• TASK ITEM: Only lines with the string "small" should be returned from the data below.

Start of RECORDS TO USE

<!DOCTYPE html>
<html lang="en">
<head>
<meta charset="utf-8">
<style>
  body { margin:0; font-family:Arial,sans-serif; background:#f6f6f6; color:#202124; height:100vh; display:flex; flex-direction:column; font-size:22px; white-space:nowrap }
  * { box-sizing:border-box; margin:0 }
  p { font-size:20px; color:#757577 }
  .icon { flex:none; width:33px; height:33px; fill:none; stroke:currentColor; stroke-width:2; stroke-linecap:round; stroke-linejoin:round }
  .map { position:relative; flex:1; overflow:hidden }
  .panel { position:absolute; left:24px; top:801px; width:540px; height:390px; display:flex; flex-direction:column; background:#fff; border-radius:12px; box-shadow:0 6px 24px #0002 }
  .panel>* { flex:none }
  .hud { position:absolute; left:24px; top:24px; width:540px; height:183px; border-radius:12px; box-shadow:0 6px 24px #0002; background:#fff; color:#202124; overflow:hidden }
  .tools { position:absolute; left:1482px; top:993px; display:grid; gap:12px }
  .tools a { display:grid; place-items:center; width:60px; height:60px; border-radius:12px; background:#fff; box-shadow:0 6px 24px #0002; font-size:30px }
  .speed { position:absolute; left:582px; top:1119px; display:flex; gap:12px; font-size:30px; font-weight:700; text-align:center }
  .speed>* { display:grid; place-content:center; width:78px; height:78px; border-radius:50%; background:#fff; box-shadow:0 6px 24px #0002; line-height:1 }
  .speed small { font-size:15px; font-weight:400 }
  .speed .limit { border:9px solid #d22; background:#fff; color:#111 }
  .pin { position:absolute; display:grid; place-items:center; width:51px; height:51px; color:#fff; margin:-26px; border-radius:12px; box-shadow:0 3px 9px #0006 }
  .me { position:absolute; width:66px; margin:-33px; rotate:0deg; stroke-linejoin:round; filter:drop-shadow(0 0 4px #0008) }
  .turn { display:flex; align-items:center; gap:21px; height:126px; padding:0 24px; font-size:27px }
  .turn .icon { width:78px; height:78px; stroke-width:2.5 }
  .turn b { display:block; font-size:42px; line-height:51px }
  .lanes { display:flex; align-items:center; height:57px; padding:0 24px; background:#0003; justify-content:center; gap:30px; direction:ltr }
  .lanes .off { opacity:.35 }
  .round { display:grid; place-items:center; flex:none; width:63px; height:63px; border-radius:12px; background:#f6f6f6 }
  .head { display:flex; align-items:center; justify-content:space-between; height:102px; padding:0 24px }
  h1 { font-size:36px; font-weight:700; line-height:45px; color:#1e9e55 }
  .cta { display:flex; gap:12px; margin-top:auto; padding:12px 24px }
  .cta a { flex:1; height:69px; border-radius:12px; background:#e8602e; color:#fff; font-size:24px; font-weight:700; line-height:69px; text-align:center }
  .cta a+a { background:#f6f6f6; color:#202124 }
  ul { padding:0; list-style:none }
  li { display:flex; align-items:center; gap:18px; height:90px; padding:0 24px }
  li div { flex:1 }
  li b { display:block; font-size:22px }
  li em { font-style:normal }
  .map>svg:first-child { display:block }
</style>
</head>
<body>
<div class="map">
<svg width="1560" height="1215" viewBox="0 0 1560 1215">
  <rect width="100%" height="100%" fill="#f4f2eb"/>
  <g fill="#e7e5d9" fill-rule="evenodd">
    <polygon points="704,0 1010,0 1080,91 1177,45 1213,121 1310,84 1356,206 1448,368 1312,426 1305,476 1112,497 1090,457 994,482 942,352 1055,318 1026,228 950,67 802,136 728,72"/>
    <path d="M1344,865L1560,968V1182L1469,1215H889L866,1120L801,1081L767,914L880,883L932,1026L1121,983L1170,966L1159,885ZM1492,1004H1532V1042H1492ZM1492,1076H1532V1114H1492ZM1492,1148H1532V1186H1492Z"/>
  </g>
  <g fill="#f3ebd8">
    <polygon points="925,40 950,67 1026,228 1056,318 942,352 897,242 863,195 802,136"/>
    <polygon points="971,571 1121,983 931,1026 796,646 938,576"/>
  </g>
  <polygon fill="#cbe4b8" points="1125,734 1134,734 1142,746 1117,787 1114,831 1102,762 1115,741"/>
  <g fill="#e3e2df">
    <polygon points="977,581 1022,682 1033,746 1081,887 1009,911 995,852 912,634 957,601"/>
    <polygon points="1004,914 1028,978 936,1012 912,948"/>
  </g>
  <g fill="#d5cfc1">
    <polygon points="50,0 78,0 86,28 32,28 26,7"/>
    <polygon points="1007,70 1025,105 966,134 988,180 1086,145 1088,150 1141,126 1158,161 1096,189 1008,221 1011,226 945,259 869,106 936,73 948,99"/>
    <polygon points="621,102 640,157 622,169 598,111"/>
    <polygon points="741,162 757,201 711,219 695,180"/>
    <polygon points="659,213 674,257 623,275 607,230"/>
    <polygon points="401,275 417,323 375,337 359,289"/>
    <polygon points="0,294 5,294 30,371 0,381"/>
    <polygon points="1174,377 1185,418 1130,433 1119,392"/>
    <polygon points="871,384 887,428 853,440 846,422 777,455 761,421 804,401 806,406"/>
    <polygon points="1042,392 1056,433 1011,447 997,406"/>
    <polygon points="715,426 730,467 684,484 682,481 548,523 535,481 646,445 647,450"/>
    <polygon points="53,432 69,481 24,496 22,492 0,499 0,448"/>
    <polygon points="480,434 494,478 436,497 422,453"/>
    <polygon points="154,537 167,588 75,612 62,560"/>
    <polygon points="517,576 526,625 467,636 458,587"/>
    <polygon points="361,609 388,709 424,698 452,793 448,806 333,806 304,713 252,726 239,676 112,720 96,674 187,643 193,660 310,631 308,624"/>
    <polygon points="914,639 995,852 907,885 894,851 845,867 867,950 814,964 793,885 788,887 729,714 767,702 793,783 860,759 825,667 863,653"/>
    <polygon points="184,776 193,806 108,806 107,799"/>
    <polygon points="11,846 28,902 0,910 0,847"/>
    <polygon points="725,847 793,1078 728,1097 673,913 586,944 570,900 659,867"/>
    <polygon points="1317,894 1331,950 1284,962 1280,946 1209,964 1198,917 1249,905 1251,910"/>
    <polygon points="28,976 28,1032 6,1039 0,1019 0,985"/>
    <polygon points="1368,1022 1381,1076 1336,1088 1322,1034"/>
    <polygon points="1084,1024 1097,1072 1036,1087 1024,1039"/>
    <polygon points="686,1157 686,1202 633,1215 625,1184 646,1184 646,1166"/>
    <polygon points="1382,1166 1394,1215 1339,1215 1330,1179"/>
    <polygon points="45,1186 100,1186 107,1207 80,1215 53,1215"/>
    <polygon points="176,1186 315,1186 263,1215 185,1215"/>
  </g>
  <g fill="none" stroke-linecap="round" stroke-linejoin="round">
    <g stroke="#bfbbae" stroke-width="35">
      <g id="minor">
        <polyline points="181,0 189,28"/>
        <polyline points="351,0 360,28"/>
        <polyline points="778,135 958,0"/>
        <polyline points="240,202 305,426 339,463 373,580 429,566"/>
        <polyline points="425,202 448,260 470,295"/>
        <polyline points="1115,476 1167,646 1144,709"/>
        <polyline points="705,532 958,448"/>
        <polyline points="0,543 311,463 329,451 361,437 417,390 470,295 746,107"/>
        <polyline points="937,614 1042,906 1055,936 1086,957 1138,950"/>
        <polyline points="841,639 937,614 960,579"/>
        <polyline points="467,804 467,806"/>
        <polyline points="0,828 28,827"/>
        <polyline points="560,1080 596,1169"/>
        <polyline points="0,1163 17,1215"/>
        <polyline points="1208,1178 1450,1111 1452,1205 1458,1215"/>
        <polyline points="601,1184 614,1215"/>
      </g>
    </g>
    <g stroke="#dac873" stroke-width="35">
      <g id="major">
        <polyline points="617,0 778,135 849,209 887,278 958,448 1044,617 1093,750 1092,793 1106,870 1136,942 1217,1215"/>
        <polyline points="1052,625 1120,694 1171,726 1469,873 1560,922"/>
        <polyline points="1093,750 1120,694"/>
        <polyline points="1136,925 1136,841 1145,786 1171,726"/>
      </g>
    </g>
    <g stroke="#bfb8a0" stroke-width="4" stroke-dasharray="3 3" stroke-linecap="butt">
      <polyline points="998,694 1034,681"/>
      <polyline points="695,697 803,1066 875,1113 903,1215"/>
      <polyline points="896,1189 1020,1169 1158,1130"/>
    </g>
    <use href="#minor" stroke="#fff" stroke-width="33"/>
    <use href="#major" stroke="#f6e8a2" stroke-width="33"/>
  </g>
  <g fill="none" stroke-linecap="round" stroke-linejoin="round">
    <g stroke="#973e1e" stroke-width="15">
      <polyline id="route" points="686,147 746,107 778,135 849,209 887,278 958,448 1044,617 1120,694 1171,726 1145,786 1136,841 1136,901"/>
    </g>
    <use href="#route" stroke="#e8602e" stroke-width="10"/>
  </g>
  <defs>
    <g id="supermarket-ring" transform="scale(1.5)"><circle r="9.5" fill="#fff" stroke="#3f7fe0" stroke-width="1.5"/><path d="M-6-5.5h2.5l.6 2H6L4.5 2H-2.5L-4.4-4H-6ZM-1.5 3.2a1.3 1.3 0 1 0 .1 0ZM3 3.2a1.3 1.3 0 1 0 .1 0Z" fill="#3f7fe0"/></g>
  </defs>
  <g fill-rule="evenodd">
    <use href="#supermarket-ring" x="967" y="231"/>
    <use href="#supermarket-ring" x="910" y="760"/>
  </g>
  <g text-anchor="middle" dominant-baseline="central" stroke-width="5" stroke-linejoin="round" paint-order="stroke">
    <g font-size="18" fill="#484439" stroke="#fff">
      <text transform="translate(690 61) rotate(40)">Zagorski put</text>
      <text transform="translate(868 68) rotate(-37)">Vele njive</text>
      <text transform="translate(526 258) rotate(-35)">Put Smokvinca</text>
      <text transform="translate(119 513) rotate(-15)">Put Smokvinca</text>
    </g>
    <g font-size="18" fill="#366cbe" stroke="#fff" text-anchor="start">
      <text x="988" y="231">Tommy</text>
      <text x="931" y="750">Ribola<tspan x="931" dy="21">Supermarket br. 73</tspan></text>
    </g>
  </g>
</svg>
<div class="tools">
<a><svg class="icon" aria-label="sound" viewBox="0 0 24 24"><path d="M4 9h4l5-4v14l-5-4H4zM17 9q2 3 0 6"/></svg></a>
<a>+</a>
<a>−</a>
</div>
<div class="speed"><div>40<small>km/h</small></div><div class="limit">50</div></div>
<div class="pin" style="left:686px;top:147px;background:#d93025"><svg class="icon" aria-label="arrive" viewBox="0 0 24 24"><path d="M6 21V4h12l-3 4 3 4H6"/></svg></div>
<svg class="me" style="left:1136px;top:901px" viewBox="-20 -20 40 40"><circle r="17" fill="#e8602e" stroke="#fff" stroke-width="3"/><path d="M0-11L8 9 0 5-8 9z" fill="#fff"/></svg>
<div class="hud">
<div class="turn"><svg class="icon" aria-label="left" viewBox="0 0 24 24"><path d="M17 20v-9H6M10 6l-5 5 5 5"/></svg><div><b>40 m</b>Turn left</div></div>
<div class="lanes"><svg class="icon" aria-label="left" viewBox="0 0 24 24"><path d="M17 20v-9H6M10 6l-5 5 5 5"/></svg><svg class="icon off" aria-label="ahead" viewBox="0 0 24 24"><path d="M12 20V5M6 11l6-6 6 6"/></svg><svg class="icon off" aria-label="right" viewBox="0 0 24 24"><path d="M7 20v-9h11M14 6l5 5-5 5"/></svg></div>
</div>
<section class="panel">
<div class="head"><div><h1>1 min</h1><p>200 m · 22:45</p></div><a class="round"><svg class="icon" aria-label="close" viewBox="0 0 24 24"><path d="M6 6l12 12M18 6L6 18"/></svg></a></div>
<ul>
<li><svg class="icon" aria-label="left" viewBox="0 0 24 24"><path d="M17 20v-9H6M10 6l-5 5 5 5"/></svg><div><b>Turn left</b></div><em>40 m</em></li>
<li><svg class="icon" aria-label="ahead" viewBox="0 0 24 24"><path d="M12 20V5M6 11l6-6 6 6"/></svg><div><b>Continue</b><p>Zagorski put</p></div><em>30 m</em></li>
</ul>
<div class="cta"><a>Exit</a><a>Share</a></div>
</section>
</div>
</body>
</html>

End of RECORDS TO USE

• COMPLETED EXERCISE:
  .speed small { font-size:15px; font-weight:400 }
<div class="speed"><div>40<small>km/h</small></div><div class="limit">50</div></div>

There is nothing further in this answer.